0
votes

i am new in using dataflow. I have following logic :

  1. Event is added to pubsub
  2. Dataflow reads pubsub and gets the event
  3. From event i am looking into MySQL to find relations in which segments this event have relation and list of relations is returned with this step. This segments are independent from one another.
  4. Each segment can be divided to two tables in MySQL results for email and mobile and they are independent as well.
  5. Each segment have rules that can be 1 to n . I would like to process this step in parallel and collect all results. I have tried to use Windows but i am not sure how to write the logic so when i get the combined results from all rules inside one segment all of them will be collected at end function and write the final logic inside MySQL depending from rule results ( boolean ).

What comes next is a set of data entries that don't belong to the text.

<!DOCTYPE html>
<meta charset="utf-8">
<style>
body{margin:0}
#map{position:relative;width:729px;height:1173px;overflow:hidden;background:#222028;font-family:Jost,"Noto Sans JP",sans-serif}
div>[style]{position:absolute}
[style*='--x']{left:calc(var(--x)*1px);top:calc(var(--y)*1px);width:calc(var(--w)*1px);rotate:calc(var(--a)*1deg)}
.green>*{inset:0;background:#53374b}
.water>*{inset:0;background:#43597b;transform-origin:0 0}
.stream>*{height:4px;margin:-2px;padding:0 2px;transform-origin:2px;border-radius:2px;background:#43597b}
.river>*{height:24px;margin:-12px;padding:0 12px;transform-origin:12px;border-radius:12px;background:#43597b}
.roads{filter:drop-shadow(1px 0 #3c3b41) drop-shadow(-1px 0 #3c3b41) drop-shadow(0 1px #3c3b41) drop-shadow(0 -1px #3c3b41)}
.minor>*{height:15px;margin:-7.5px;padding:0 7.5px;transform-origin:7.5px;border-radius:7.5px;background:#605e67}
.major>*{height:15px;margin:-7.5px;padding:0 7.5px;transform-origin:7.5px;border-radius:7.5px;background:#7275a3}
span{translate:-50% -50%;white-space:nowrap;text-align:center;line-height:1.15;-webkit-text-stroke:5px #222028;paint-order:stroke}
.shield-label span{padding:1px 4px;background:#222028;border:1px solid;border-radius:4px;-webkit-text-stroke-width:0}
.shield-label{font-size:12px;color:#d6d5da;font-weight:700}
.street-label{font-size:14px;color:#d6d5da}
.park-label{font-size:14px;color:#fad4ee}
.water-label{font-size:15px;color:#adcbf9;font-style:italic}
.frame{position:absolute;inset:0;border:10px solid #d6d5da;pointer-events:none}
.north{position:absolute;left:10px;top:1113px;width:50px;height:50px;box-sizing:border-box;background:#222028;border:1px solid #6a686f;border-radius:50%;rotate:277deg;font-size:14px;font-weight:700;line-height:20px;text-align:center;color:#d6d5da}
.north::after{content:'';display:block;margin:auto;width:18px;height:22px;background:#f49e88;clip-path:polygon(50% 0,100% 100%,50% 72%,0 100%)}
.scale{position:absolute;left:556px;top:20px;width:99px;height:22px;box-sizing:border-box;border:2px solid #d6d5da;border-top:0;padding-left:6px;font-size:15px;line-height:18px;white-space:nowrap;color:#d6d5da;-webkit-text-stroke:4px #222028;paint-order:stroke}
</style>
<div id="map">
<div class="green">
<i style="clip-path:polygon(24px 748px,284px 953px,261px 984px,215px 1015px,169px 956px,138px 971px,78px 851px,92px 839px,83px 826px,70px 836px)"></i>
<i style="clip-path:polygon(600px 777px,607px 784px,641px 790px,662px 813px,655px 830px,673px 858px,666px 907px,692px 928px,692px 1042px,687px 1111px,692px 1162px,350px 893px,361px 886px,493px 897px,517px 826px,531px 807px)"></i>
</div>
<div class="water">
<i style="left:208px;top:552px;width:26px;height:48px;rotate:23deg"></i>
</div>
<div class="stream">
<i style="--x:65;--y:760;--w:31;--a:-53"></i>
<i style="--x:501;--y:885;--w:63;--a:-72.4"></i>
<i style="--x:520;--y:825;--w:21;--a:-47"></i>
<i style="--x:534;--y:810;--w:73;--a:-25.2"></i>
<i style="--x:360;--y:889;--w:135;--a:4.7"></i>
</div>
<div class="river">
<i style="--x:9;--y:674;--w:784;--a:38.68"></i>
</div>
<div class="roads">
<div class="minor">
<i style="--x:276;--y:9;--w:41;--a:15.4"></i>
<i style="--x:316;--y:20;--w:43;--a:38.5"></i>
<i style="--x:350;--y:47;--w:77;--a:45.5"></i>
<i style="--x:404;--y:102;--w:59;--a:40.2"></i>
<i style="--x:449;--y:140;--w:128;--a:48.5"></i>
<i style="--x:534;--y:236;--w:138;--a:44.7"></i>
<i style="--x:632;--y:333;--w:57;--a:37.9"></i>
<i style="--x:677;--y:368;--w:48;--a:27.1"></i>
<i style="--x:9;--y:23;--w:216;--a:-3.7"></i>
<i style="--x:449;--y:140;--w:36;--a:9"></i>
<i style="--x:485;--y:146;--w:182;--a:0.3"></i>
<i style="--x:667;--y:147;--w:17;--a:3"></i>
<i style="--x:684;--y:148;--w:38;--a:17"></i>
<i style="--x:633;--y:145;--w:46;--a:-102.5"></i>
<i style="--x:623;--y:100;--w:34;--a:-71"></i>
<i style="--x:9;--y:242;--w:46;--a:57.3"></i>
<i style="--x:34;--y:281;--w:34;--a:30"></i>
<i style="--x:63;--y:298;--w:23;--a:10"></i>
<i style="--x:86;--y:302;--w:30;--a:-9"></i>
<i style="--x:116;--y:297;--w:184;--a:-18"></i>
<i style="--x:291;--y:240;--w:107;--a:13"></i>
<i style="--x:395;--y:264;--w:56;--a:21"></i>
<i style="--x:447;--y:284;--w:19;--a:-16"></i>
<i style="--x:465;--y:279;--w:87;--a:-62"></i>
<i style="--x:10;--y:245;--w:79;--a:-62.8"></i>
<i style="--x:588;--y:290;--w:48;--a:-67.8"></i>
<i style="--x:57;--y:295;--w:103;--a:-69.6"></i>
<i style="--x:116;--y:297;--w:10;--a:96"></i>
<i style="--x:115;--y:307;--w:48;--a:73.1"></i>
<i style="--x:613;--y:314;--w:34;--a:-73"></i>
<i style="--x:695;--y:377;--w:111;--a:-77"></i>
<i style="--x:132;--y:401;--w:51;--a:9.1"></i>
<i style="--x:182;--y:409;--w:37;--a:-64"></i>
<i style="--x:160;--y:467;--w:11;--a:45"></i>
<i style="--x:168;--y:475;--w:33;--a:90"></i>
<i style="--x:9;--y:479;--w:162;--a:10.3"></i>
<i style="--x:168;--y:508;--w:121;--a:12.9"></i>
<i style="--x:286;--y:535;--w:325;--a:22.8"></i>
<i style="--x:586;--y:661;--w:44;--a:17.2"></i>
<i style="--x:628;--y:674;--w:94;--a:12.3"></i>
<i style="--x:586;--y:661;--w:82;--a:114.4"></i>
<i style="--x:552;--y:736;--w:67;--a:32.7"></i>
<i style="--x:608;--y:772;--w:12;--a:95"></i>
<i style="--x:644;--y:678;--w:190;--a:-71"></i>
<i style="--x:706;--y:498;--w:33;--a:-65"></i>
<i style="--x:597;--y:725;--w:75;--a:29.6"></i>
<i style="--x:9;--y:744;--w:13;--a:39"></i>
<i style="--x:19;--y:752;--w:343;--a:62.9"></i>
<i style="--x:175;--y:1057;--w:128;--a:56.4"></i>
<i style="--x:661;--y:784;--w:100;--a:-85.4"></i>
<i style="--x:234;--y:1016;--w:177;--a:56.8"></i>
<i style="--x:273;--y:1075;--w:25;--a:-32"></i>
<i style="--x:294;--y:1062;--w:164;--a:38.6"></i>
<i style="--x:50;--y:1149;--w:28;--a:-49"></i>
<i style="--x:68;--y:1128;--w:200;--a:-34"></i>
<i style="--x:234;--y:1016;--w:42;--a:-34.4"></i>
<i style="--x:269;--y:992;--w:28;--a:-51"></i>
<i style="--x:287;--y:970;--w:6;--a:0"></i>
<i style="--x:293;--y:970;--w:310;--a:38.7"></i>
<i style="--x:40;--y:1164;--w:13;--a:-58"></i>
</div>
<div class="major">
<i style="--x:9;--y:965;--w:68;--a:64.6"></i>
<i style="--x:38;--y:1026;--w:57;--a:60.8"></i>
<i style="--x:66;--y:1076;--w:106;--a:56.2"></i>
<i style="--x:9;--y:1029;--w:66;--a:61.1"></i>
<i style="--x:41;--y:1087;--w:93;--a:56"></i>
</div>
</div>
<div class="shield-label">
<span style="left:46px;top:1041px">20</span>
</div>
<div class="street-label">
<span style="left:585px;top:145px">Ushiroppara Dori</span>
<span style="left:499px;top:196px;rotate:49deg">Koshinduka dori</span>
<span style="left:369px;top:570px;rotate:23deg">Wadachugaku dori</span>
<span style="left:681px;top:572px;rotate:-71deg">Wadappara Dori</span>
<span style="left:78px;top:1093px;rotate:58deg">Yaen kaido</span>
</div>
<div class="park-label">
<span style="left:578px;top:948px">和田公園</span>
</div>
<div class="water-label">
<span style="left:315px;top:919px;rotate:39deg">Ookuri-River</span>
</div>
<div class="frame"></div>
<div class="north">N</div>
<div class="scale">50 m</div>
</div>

Here is so far what i have :

testP = beam.Pipeline(options=options)
    ReadData = (
        testP | 'ReadData' >> beam.io.ReadFromPubSub(subscription=str(options.pubsubsubscriber.get())).with_output_types(bytes) 
        | 'Decode' >> beam.Map(lambda x: x.decode('utf-8'))
        | 'GetSegments' >> beam.ParDo(getsegments(options))
    )
    processEmails = (ReadData
        | 'GetSubscribersWithRulesForEmails' >> beam.ParDo(GetSubscribersWithRules(options, 'email'))
        | 'ProcessSubscribersSegmentsForEmails' >> beam.ParDo(ProcessSubscribersSegments(options, 'email'))
    )
     processMobiles = (ReadData
         | 'GetSubscribersWithRulesForMobiles' >> beam.ParDo(GetSubscribersWithRules(options, 'mobile'))
         | 'ProcessSubscribersSegmentsForMobiles' >> beam.ParDo(ProcessSubscribersSegments(options, 'mobile'))
     )
    #for sake of testing only window for email is written
    windowThis = (processEmails
        | beam.WindowInto(
            beam.window.FixedWindows(1),
            trigger=beam.transforms.trigger.Repeatedly(
                 beam.transforms.trigger.AfterProcessingTime(1 * 10)),
            accumulation_mode=beam.transforms.trigger.AccumulationMode.DISCARDING)
        | beam.CombinePerKey(beam.combiners.ToListCombineFn())
        | beam.ParDo(print_windows)
    )
1
Can you elaborate how far you got in your quest, and what is not working? I believe processMobiles and processEmails are correct, right? Do you want to window a series of events and write them to mysql per window? - Pablo
ProcessEmails and Process Mobiles are correct. Both functions have a list of rules that need to be checked if they are true or false. This can be done in the same function but ti will not be parallelized. Instead i would like to yield each rule , process it with another pardo and make sure that all rules from previous function are collected in the final function so i can compare all of them with additional logic. - user3241849
I believe this can be only done with windowing but i am not sure is it possible to open a window for each segment rules and close the window after last rule of segment is processed and collect them in final function. I believe this window with timing will collect rules from other segments as well and i will miss some crucial data , segment data will be corrupted by missing rules - user3241849
it sounds like you want to group all of the data belonging to the same pubsub message together, right? You may not need any windowing in this case.. - Pablo
yeap, basically it's one message from pubsub splitted into multiple elements that are processed from different pardo's and then on end i would like to collect all elements that come from same pubsub message from whole pipeline and make some aggregation on it - user3241849

1 Answers

1
votes

In this case, because all of your elements have the exact same timestamp, I would use their message ID, and their timestamp to group them with Session windows. It would be something like this:

testP = beam.Pipeline(options=options)
    ReadData = (
        testP | 'ReadData' >> beam.io.ReadFromPubSub(subscription=str(options.pubsubsubscriber.get())).with_output_types(bytes) 
        | 'Decode' >> beam.Map(lambda x: x.decode('utf-8'))
        | 'GetSegments' >> beam.ParDo(getsegments(options))
    )

    # At this point, ReadData contains (key, value) pairs with a timestamp.
    # (Now we perform all of the processing
    processEmails = (ReadData | ....)
    processMobiles = (ReadData | .....)

    # Now we window by sessions with a 1-second gap. This is okay because all of
    # the elements for any given key have the exact same timestamp.
    windowThis = (processEmails
        | beam.WindowInto(beam.window.Sessions(1))  # Default trigger is fine
        | beam.CombinePerKey(beam.combiners.ToListCombineFn())
        | beam.ParDo(print_windows)
    )